7 Oct 2020 | Tero Karras, Miika Aittala, Janne Hellsten, Samuli Laine, Jaakko Lehtinen, Timo Aila
This paper presents an adaptive discriminator augmentation (ADA) method to stabilize training of generative adversarial networks (GANs) with limited data. The method prevents discriminator overfitting by applying a diverse set of augmentations to the discriminator's input, while ensuring that none of the augmentations leak to the generated images. The approach does not require changes to loss functions or network architectures and is applicable both when training from scratch and when fine-tuning an existing GAN on another dataset. The authors demonstrate that good results are now possible using only a few thousand training images, often matching StyleGAN2 results with an order of magnitude fewer images. They also find that the widely used CIFAR-10 benchmark is a limited data benchmark, and improve the record FID from 5.59 to 2.42.
The key problem with small datasets is that the discriminator overfits to the training examples; its feedback to the generator becomes meaningless and training starts to diverge. The authors propose a way to tackle this problem by employing versatile augmentations that prevent the discriminator from becoming overly confident. They design a diverse set of augmentations and an adaptive control scheme that enables the same approach to be used regardless of the amount of training data, properties of the dataset, or the exact training setup.
The authors also introduce an adaptive discriminator augmentation method that dynamically adjusts the augmentation strength based on the degree of overfitting. This method uses two heuristics to determine the appropriate augmentation strength: one based on the difference between the training set and validation set, and another based on the sign of the discriminator outputs. The method is tested on several datasets and shows significant improvements in FID and other metrics.

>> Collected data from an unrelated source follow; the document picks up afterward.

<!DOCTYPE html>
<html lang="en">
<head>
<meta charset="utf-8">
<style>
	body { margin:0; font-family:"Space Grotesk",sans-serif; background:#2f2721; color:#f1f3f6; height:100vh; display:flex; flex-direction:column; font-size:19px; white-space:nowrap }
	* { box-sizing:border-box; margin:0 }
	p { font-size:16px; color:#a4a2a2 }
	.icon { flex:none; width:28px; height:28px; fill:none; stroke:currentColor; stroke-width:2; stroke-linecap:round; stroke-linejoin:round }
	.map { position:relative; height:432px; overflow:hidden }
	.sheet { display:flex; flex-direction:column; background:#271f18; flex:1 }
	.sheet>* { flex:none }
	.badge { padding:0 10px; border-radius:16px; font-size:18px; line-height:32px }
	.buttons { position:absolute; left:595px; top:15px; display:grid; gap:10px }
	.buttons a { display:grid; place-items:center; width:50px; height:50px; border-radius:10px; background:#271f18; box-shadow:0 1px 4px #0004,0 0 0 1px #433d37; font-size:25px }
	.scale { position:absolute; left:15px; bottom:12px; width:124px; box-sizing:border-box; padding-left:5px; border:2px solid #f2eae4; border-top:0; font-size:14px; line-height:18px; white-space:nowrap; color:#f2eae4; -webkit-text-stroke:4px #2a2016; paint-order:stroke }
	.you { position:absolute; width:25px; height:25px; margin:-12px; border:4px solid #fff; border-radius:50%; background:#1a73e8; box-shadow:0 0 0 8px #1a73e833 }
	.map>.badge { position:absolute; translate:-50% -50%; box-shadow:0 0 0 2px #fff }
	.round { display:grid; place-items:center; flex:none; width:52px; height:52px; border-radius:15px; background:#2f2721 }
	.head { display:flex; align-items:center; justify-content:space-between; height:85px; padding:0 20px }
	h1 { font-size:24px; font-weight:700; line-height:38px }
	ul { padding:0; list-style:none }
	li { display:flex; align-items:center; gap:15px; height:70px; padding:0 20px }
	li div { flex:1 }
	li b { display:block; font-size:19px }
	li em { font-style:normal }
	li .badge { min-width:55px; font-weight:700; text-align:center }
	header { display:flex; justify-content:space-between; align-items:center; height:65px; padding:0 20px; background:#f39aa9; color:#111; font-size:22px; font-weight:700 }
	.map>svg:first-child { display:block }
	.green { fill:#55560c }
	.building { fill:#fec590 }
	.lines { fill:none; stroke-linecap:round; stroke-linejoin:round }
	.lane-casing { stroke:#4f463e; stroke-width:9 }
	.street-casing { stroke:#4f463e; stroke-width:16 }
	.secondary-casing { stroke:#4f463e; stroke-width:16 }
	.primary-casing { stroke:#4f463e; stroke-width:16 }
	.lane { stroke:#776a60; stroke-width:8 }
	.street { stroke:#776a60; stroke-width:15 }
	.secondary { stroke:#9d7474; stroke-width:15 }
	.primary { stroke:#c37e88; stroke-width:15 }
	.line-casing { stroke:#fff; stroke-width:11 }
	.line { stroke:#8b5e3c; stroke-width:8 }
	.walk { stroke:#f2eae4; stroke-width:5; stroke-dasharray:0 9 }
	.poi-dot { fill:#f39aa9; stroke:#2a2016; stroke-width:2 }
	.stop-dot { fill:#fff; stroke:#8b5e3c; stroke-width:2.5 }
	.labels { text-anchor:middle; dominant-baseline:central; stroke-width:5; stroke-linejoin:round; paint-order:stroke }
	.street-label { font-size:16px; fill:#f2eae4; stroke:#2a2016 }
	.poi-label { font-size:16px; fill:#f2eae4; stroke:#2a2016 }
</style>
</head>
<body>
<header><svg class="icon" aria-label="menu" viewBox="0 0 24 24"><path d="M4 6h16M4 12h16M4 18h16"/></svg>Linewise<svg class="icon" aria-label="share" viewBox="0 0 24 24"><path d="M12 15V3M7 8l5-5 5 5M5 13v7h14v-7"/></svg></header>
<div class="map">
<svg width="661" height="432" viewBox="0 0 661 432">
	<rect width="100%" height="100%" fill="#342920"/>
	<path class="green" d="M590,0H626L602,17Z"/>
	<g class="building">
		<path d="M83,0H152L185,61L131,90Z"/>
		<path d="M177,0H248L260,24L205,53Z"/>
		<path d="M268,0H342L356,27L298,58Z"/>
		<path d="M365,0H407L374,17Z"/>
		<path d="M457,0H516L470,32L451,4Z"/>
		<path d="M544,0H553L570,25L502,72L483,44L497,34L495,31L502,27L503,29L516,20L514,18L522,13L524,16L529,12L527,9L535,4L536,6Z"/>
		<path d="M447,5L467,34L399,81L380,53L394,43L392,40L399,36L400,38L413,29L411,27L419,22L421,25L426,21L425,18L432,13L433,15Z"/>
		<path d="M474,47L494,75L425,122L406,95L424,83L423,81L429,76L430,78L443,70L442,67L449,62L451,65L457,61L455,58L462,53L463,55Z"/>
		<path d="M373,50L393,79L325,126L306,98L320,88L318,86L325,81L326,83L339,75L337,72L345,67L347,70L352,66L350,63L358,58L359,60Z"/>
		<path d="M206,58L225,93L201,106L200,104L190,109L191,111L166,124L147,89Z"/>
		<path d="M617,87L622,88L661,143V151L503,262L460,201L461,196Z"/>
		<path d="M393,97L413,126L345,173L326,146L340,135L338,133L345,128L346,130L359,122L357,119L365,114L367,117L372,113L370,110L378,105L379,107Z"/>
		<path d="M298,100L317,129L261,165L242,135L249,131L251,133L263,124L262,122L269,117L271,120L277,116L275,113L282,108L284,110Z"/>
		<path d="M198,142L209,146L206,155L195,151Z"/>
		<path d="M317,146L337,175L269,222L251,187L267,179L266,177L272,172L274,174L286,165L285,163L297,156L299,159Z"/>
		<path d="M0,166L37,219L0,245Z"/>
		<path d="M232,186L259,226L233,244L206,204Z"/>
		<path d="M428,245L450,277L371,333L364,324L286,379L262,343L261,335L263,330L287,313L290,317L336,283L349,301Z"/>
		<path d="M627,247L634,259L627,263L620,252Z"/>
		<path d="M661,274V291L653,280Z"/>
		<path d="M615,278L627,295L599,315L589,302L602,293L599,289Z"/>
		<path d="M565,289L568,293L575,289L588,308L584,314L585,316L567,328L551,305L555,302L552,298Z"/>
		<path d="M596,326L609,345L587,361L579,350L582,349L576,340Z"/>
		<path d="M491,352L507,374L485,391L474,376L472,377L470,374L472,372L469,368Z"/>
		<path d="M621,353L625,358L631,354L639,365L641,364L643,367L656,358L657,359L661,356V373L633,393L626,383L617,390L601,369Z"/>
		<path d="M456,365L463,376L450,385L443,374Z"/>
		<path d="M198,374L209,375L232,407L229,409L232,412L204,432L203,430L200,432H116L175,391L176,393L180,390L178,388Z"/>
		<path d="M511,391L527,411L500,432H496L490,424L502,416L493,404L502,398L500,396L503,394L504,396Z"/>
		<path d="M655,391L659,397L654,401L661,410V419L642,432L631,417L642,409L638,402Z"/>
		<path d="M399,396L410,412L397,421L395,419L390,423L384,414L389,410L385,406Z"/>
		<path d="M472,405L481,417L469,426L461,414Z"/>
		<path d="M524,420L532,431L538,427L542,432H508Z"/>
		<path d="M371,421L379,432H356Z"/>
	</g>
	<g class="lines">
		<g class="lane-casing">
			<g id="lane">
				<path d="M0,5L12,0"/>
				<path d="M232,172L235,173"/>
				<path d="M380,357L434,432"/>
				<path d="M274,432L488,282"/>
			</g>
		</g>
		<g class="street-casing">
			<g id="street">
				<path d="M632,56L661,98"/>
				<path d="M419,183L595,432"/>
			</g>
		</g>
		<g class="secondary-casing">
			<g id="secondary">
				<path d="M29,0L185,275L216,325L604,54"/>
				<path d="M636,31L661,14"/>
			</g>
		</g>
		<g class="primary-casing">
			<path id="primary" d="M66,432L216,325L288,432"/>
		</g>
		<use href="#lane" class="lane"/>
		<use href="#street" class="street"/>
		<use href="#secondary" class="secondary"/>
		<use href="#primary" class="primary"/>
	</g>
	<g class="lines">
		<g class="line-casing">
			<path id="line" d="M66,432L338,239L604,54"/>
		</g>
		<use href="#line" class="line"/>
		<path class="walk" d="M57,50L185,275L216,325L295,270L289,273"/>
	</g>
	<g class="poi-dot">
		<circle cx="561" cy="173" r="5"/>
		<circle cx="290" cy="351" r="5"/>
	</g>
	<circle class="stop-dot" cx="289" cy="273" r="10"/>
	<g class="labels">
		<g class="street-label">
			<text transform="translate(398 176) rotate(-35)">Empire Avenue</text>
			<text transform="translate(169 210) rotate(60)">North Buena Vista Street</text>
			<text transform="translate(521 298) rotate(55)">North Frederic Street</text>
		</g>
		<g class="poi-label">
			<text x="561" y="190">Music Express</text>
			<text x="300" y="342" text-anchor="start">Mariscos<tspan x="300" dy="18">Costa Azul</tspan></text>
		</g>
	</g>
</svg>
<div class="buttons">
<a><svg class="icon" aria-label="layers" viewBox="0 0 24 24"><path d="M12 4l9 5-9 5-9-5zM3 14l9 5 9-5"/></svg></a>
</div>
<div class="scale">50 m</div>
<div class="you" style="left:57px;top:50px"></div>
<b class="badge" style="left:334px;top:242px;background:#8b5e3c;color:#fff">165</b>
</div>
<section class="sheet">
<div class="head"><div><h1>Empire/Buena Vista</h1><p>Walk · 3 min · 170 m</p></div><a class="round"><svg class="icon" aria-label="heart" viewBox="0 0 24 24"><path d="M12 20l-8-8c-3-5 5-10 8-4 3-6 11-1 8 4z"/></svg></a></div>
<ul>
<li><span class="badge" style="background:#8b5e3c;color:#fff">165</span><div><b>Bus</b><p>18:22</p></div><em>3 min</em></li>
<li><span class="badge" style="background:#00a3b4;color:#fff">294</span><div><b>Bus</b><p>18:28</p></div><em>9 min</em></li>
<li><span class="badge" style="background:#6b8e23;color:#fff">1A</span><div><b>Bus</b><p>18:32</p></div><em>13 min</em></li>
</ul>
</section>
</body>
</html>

The authors also evaluate the method on several smaller datasets, including METFACES, BRECAHAD, and AFHQ, and find that ADA provides significant improvements in image quality and diversity. They also find that the method is effective in transfer learning scenarios, where a pre-trained GAN is used to train on a new dataset.

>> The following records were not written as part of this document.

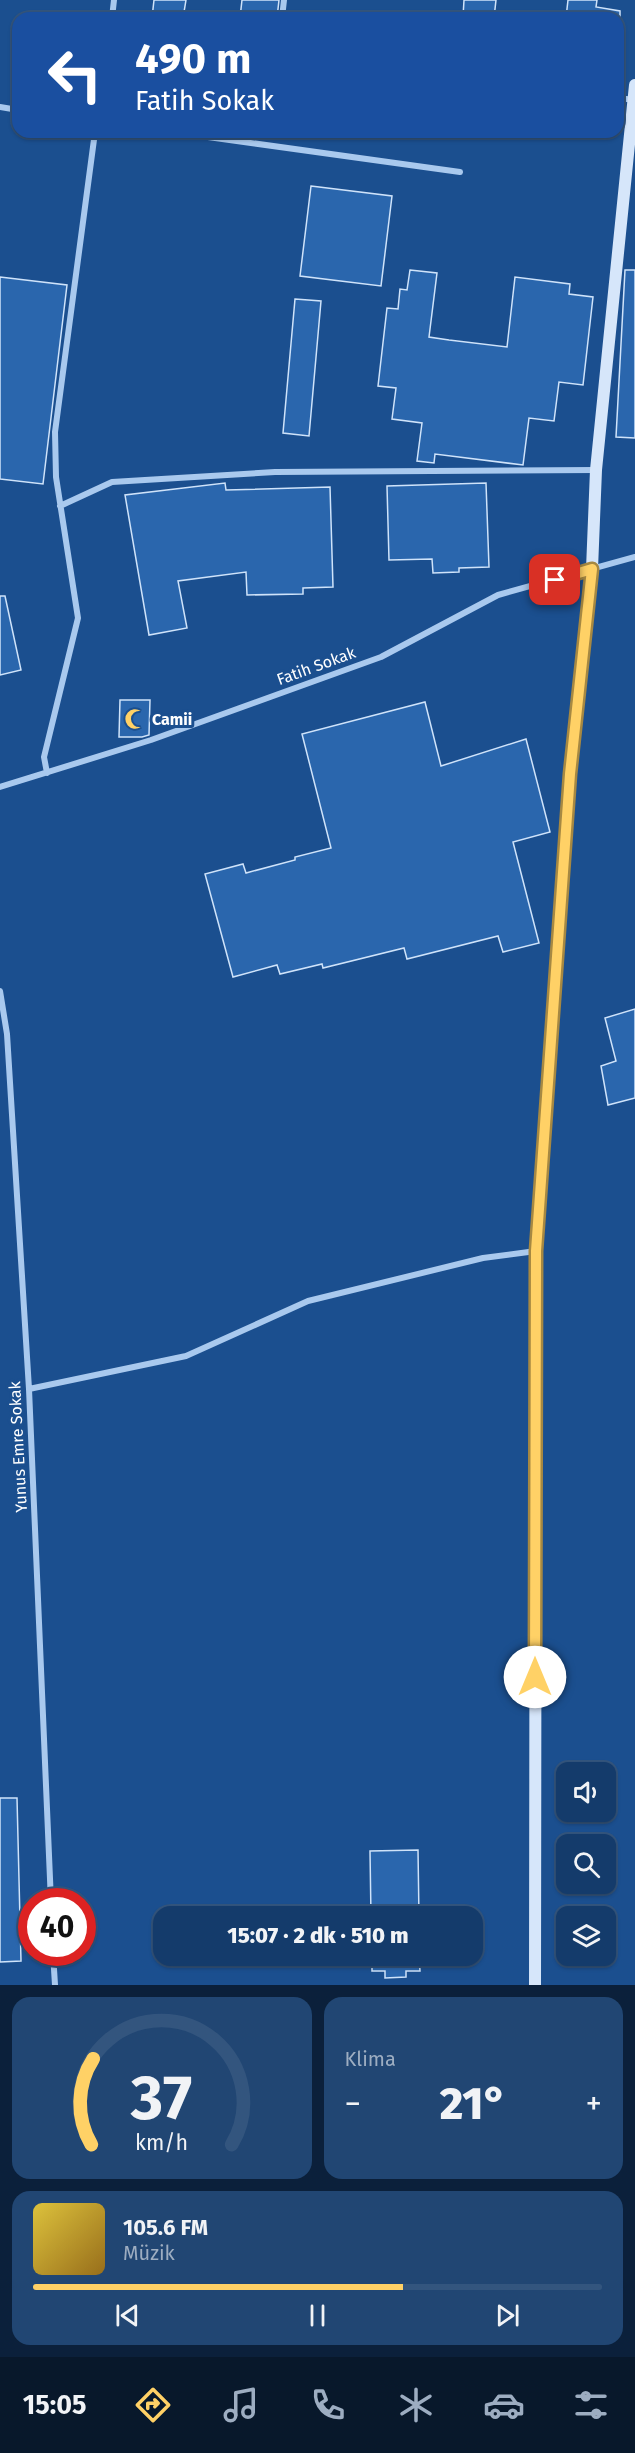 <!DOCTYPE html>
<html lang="tr">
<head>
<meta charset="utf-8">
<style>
	:root { --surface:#143b6b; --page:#214673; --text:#f1f3f6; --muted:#9dadc1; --line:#33557e; --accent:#ffd166 }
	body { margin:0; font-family:"Fira Sans",sans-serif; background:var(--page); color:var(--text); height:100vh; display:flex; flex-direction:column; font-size:22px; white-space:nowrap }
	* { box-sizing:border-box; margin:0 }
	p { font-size:20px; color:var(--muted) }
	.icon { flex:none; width:33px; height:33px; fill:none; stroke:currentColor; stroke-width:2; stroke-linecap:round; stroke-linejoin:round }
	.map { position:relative; height:1985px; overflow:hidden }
	.drawer { display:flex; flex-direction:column; gap:12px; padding:12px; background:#0b203b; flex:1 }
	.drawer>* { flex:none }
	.hud { position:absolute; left:12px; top:12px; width:612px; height:126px; border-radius:18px; box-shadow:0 2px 4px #0004,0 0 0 2px var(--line); background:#1a4fa0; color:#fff; overflow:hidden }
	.buttons { position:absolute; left:556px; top:1762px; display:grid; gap:12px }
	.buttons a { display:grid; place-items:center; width:60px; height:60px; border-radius:12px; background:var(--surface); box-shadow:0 2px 4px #0004,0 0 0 2px var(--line); font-size:30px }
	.speed { position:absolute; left:18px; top:1888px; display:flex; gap:12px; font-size:30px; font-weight:700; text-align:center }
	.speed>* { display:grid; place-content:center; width:78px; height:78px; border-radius:50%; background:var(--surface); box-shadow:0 2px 4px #0004,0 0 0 2px var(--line); line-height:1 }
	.speed .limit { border:9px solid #d22; background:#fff; color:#111 }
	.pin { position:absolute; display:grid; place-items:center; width:51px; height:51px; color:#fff; margin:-26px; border-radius:12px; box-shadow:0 3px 9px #0006 }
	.me { position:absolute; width:66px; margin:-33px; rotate:0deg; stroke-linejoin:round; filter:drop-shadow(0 0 4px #0008) }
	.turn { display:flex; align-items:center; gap:21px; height:126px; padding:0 24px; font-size:27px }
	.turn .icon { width:78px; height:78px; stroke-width:2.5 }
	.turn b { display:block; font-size:42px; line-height:51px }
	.big { font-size:45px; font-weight:800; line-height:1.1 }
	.drawer .widget { flex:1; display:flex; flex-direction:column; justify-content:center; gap:9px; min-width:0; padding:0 21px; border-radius:18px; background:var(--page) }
	.drawer .dial { align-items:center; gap:0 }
	.dial svg { height:156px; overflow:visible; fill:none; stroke:var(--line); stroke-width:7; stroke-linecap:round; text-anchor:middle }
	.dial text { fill:var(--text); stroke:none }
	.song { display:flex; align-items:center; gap:18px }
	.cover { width:72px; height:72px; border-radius:9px; background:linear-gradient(135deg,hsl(50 70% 55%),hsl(40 70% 35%)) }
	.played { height:6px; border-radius:3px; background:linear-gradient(90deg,var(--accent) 65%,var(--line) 65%) }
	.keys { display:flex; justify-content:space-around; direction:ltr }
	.heat { display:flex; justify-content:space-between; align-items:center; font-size:33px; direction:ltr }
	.drawer .tiles { flex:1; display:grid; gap:12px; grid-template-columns:1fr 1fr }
	.widget:last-child { grid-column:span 2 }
	.trip { position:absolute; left:153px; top:1906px; width:330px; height:60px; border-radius:18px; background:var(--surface); box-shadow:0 2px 4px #0004,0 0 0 2px var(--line); font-weight:800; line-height:60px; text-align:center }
	.tab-bar { display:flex; height:96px; justify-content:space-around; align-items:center; background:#08182b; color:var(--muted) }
	.tab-bar .icon { width:42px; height:42px }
	.tab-bar .selected { color:var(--accent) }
	.tab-bar b { font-size:27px; color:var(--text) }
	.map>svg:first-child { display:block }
	.building { fill:#2a66ad; stroke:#cfe3fa; stroke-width:1.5 }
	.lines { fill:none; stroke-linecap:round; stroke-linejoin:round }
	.street { stroke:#a9c9ee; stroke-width:6 }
	.secondary { stroke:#d6e6fa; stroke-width:12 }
	.route-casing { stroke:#a68842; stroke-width:15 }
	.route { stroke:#ffd166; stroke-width:10 }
	.labels { text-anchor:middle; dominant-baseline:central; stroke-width:6; stroke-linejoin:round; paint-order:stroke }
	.street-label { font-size:16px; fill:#fff; stroke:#1b4f8f }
	.poi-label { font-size:16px; font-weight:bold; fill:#fff; stroke:#1b4f8f; text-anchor:start }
</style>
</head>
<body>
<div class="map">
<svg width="635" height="1985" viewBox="0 0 635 1985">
	<rect width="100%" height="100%" fill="#1b4f8f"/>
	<path class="building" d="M154 0H186L183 18H152Z
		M242 0H279L277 18H240Z
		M464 0H496L494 18 463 17Z
		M568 0H597L596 7 620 11V18H566Z
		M311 186 392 196 381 286 300 276Z
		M410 270 437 273 429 337 449 340 507 347 515 277 570 284 569 294 593 297 583 385 559 382 554 421 529 418 523 465 435 454 434 463 417 461 422 423 392 419 396 388 378 386 387 308 398 309 400 289 407 290Z
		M625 270H635V438L616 437Z
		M0 277 67 285 43 484 0 479Z
		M295 299 321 301 309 436 283 433Z
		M225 483 226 490 330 487 333 587 303 588V594L247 595 246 572 178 581 187 628 149 635 125 495Z
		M486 483 489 567 459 568V572L433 573 432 559 389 560 387 486Z
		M0 596H5L21 670 0 675Z
		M120 700H150L149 735 142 737H119Z
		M425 702 441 766 526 739 550 832 513 842 539 943 503 952 498 936 407 959 404 948 323 968 322 964 280 974 277 965 233 977 205 874 243 864 246 873 295 860V857L331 848 302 734Z
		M635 1009V1098L608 1105 601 1066 616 1061 605 1018Z
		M0 1798H17L21 1961 0 1962Z
		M418 1850 419 1917H371L370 1851Z
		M372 1956H419L420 1971H406V1977L385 1978V1971H372Z"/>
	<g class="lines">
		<path class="street" d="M112 18 114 0
			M282 18 284 0
			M618 98 635 100
			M0 107 18 110
			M172 132 460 172
			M60 506 112 482 275 472 596 470
			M47 773 44 757 78 618 56 477 55 432 95 132
			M0 787 151 740 381 657 498 595 635 557
			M0 991 7 1034 29 1389 51 1902
			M29 1389 186 1356 308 1301 483 1258 536 1251
			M53 1953 55 1985"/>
		<path class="secondary" d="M535 1985 536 1251 570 774 592 569 596 470 635 85"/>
	</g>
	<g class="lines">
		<g class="route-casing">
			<path id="route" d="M535 1677 536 1251 570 774 592 569 555 580"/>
		</g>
		<use href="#route" class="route"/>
	</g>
	<defs>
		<g id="mosque-bare" transform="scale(1.62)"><path d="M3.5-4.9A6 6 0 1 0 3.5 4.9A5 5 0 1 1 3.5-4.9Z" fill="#ffd166" stroke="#1b4f8f" stroke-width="2.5" paint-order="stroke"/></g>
	</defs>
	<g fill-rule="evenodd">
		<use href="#mosque-bare" x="135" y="719"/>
	</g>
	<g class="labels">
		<g class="street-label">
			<text transform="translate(316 666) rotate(-20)">Fatih Sokak</text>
			<text transform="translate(18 1447) rotate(-93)">Yunus Emre Sokak</text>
		</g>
		<g class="poi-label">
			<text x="152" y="719">Camii</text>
		</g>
	</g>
</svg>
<div class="buttons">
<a><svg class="icon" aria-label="sound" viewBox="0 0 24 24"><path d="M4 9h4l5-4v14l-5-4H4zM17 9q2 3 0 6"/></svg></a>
<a><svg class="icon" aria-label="search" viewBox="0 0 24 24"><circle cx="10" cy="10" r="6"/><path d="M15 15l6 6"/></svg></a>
<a><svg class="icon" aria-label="layers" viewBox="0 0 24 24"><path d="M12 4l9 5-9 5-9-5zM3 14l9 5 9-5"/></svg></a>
</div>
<div class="speed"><div class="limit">40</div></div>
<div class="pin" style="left:555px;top:580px;background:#d93025"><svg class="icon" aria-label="arrive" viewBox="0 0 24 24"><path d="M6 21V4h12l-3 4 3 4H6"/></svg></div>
<svg class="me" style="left:535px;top:1677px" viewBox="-20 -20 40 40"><circle r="19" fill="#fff"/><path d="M0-13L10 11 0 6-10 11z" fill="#ffd166"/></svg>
<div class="trip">15:07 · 2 dk · 510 m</div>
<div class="hud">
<div class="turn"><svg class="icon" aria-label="left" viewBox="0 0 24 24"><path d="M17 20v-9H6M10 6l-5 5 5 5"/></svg><div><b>490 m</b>Fatih Sokak</div></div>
</div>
</div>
<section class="drawer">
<div class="tiles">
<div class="widget dial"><svg viewBox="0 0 100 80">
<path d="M14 69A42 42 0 1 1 86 69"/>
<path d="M14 69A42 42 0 0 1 15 25" stroke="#ffd166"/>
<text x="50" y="56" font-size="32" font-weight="700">37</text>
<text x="50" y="72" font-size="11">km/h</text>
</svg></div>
<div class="widget"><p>Klima</p>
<div class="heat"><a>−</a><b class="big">21°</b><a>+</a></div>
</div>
<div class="widget">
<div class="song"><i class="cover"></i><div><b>105.6 FM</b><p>Müzik</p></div></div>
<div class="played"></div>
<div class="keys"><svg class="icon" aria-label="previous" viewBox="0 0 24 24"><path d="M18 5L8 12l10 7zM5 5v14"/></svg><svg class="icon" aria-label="pause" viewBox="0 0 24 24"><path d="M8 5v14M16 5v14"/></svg><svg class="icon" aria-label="next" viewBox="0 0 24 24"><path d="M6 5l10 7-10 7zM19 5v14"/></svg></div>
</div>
</div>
</section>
<nav class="tab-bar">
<b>15:05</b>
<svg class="icon selected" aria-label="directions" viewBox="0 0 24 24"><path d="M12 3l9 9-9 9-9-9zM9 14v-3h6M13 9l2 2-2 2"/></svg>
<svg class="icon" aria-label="music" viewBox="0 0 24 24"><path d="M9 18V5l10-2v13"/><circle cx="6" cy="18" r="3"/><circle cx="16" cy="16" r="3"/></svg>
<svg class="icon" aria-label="phone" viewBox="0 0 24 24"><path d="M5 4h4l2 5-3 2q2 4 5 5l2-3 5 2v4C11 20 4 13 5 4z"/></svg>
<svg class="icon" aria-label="climate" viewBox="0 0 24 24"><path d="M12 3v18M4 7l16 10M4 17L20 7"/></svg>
<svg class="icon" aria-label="car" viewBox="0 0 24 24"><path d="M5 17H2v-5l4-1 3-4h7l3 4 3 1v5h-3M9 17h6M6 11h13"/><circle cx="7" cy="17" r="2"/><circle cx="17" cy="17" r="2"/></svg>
<svg class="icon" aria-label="filters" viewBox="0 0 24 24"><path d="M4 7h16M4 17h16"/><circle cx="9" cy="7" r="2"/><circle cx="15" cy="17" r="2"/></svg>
</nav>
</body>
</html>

The authors conclude that their method significantly improves the performance of GANs on limited data scenarios, and that the method is effective in both training from scratch and transfer learning. They also note that the method has a negligible impact on the energy consumption of training a single model, making it a practical solution for real-world applications.This paper presents an adaptive discriminator augmentation (ADA) method to stabilize training of generative adversarial networks (GANs) with limited data. The method prevents discriminator overfitting by applying a diverse set of augmentations to the discriminator's input, while ensuring that none of the augmentations leak to the generated images. The approach does not require changes to loss functions or network architectures and is applicable both when training from scratch and when fine-tuning an existing GAN on another dataset. The authors demonstrate that good results are now possible using only a few thousand training images, often matching StyleGAN2 results with an order of magnitude fewer images. They also find that the widely used CIFAR-10 benchmark is a limited data benchmark, and improve the record FID from 5.59 to 2.42.
The key problem with small datasets is that the discriminator overfits to the training examples; its feedback to the generator becomes meaningless and training starts to diverge. The authors propose a way to tackle this problem by employing versatile augmentations that prevent the discriminator from becoming overly confident. They design a diverse set of augmentations and an adaptive control scheme that enables the same approach to be used regardless of the amount of training data, properties of the dataset, or the exact training setup.
The authors also introduce an adaptive discriminator augmentation method that dynamically adjusts the augmentation strength based on the degree of overfitting. This method uses two heuristics to determine the appropriate augmentation strength: one based on the difference between the training set and validation set, and another based on the sign of the discriminator outputs. The method is tested on several datasets and shows significant improvements in FID and other metrics.
The authors also evaluate the method on several smaller datasets, including METFACES, BRECAHAD, and AFHQ, and find that ADA provides significant improvements in image quality and diversity. They also find that the method is effective in transfer learning scenarios, where a pre-trained GAN is used to train on a new dataset.
The authors conclude that their method significantly improves the performance of GANs on limited data scenarios, and that the method is effective in both training from scratch and transfer learning. They also note that the method has a negligible impact on the energy consumption of training a single model, making it a practical solution for real-world applications.